Langit Jerman menggantung kelabu, seakan ikut menyesuaikan suasana hati Azer. Di pantai kecil yang sepi itu, hanya ada deru ombak dan suara burung camar yang terdengar jauh. Azer duduk diam di atas batu besar, kedua tangannya bersilang di lutut, ponselnya sudah ia matikan sejak tadi.
Matanya menatap ke arah laut, tapi pikirannya melayang entah ke mana. Ulang tahun keempat belas. Tidak ada pesan masuk, tidak ada suara pintu dibuka tiba-tiba dengan seseorang berteriak "Selamat ulang tahun!" Tidak ada kue, tidak ada lilin, dan yang paling terasa tidak ada siapa-siapa.
"Aku bahkan nggak tahu rasanya punya orang yang nanyain, 'Hari ini mau kemana?'," gumamnya pelan, suara nyaris hilang tertelan angin.

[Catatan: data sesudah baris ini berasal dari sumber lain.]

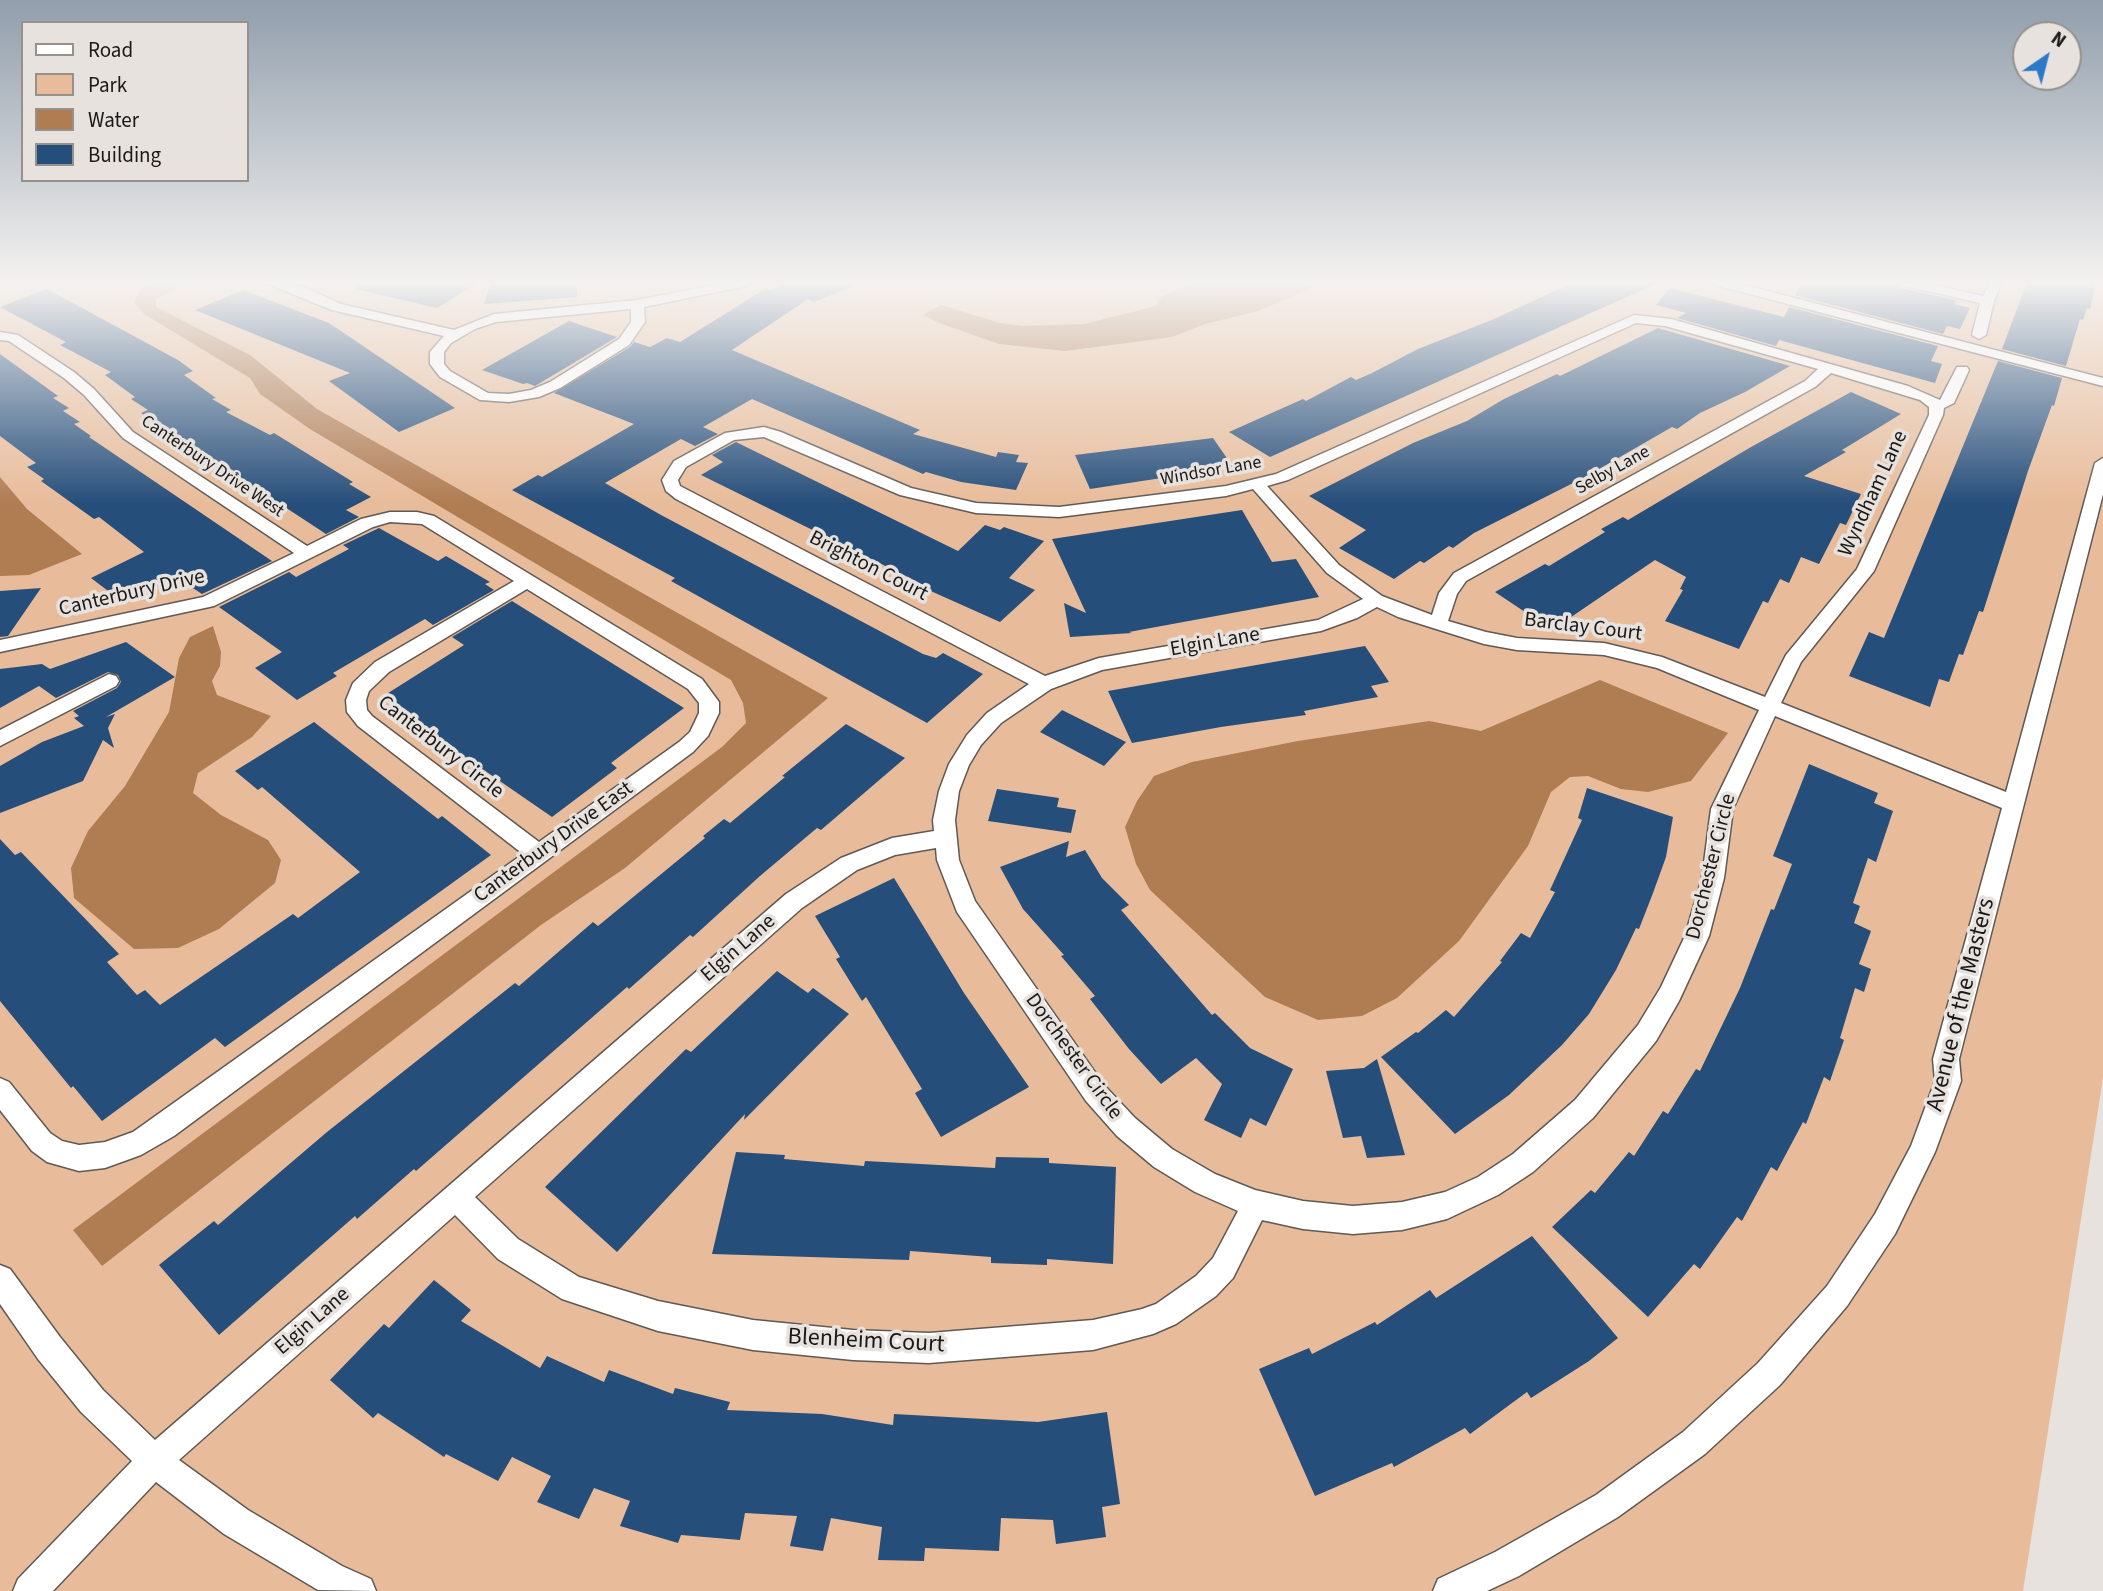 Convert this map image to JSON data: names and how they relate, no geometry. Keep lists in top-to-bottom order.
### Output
{
  "streets": {
    "street": [
      "Canterbury Drive West",
      "Selby Lane",
      "Windsor Lane",
      "Wyndham Lane",
      "Brighton Court",
      "Canterbury Drive",
      "Barclay Court",
      "Elgin Lane",
      "Canterbury Circle",
      "Canterbury Drive East",
      "Dorchester Circle",
      "Avenue of the Masters",
      "Blenheim Court"
    ]
  },
  "crossings": [
    ["Canterbury Drive West", "Canterbury Drive"],
    ["Canterbury Drive West", "Canterbury Drive East"],
    ["Selby Lane", "Windsor Lane"],
    ["Selby Lane", "Barclay Court"],
    ["Windsor Lane", "Brighton Court"],
    ["Windsor Lane", "Barclay Court"],
    ["Wyndham Lane", "Barclay Court"],
    ["Wyndham Lane", "Dorchester Circle"],
    ["Brighton Court", "Elgin Lane"],
    ["Canterbury Drive", "Canterbury Drive East"],
    ["Barclay Court", "Elgin Lane"],
    ["Barclay Court", "Dorchester Circle"],
    ["Barclay Court", "Avenue of the Masters"],
    ["Elgin Lane", "Dorchester Circle"],
    ["Elgin Lane", "Blenheim Court"],
    ["Canterbury Circle", "Canterbury Drive East"],
    ["Dorchester Circle", "Blenheim Court"]
  ],
  "legend": [
    "Road",
    "Park",
    "Water",
    "Building"
  ],
  "north": "top right"
}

Ia menarik napas dalam-dalam, udara asin dari laut memenuhi paru-parunya, dingin tapi entah kenapa menenangkan. Tangan mungilnya menggenggam sebuah kalung kecil—hanya gantungan logam tua, satu-satunya barang yang pernah diberikan ibunya sebelum semuanya berubah. Bahkan nama ibunya sendiri sudah mulai samar dalam ingatan.
Waktu berlalu tanpa ia sadari. Ombak yang tadi setinggi pergelangan kaki kini mulai menyentuh lebih jauh. Azer tak bergeming, seolah ingin larut sepenuhnya dalam kehampaan.
Hingga sebuah suara pelan mengagetkannya.
"Kamu sering ke sini?"
Azer menoleh cepat. Seorang wanita berdiri di belakangnya, mengenakan mantel panjang warna abu gelap. Rambut hitamnya tertata rapi, tapi ada sedikit riak lembut seperti habis ditiup angin. Tatapannya hangat, tidak menghakimi.
Azer tidak langsung menjawab. Ia menatap wanita itu dengan waspada.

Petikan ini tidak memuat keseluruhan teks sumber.